Alain Juillet : La doxa libérale dans la haute fonction publique et les réglementations européennes successives ont considérablement freiné la prise de conscience de la nécessité d’une souveraineté économique pour préserver l’emploi de demain et notre compétitivité. La législation conçue pour faciliter la libre circulation des investissements et des biens en Europe a été utilisée par des groupes internationaux pour profiter de nos faiblesses et acquérir des sociétés performantes ou innovantes. Dans le même temps, les règles douanières et les lois extraterritoriales rendaient plus difficiles notre développement hors Europe.

L’évolution du périmètre de contrôle du décret sur les investissements étrangers en est un bon exemple. Perçue par la plupart de nos administrations comme une mesure protectionniste, il fut réservé en 2005 aux activités régaliennes. Voyant que les autres pays d’Europe y venaient progressivement, et que d’autres secteurs de l’économie étaient en danger, il s’est élargi sous le ministre Montebourg en 2014 puis, par ajouts successifs, au fur et à mesure de l’émergence de problèmes. Aujourd’hui son périmètre va jusqu’aux achats de Mines.

Certains scandales, comme Alstom, Technip ou plus récemment Omnic, ont fait réagir et sensibiliser nos concitoyens. Ceci a permis aux politiques de durcir nos lois malgré les pressions bruxelloises, encouragées par nos concurrents, et celles de certains lobbies idéologiques nationaux. Un service d’intelligence économique défensif a été créé à Bercy qui a obtenu un certain nombre de réussites à son actif. Mais, sur le plan de l’appui aux entreprises dans leurs conquêtes des marchés extérieurs, nous sommes très en retard par rapport à nos collègues d’autres pays européens et d’ailleurs.

Avec la montée des BRICS, les difficultés de l’OMC, la crise en Europe dont le partenaire allemand est la première victime, la concurrence est devenue mondiale et particulièrement agressive. On est dans un chacun pour soi où la naïveté n’a pas sa place. Chaque pays doit affirmer et défendre sa souveraineté économique. On ne doit pas hésiter à se protéger à l’image des États-Unis avec le Patriot Act, l’IRA** et bien d’autres lois. Le problème c’est que nous sommes en Europe.
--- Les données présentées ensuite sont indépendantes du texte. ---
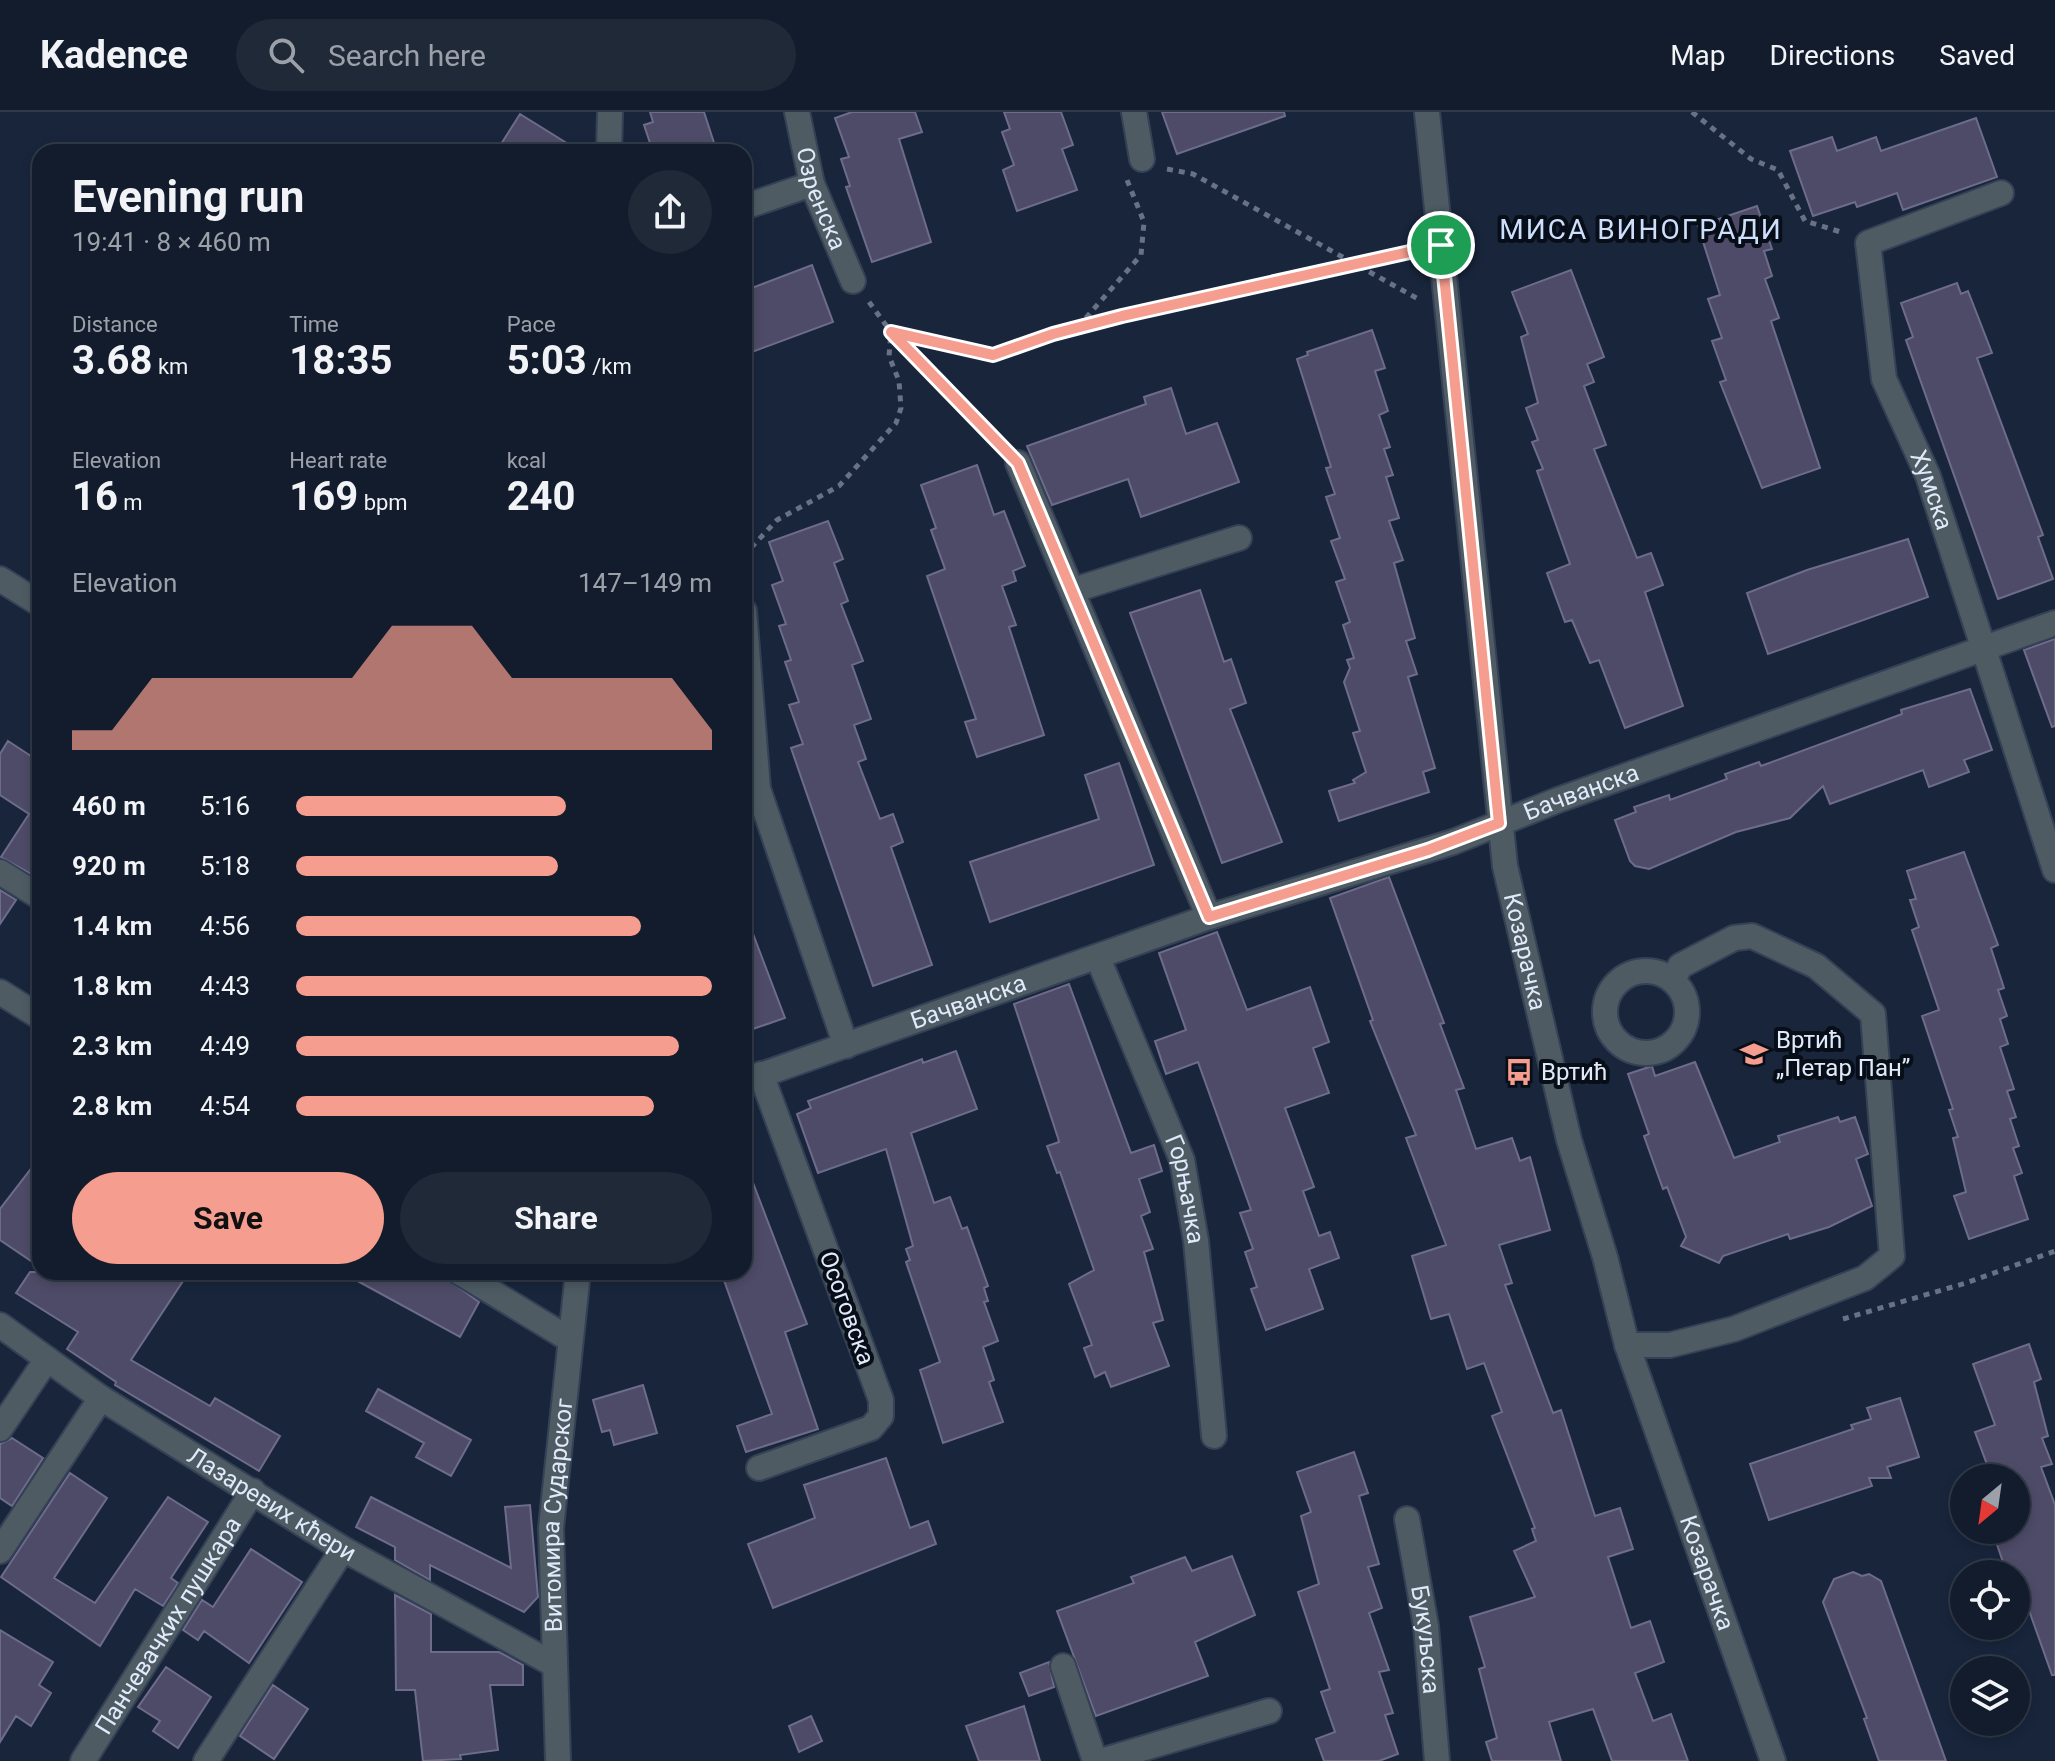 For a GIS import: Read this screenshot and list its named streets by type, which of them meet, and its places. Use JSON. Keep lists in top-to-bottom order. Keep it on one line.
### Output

Celle-ci se défend mal, et toujours avec retard, car elle est tiraillée entre des visions économiques et politiques différentes allant de l’alignement à l’indépendance.

SDBR News : En matière de politique étrangère menée par la France depuis 10 ans, pensez-vous que nous soyons devenus les supplétifs des États-Unis ? Quels seront les lendemains ?

Alain Juillet : Depuis la fin de la deuxième guerre mondiale et le plan Marshall, les États-Unis ont toujours eu pour objectif d’avoir une Europe alliée mais subordonnée. L’hyper puissance américaine ne supporte pas d’avoir d’autres pays ou groupes de pays à leur niveau. Le marché commun puis l’Union européenne ont été considérés avec méfiance tant qu’ils n’ont pas eu en son sein des pays, comme l’Angleterre puis aujourd’hui la Pologne, qui leurs étaient inféodés. Ceci permettait à nos alliés de contrer de l’intérieur ce qui pouvait les gêner. L’objectif a toujours été d’éviter l’Union au profit de la Fédération qui est plus contrôlable et moins forte. Un des objectifs, dans la crise européenne actuelle, est de casser l’Allemagne qui devenait trop puissante et trop indépendante au niveau énergétique et commercial. L’obligation de s’approvisionner en gaz de schiste à un prix fort aux États-Unis, la quasi-obligation d’acheter des armes et du matériel de défense américain dans le cadre de l’OTAN font partie de ces moyens visant à créer une dépendance.             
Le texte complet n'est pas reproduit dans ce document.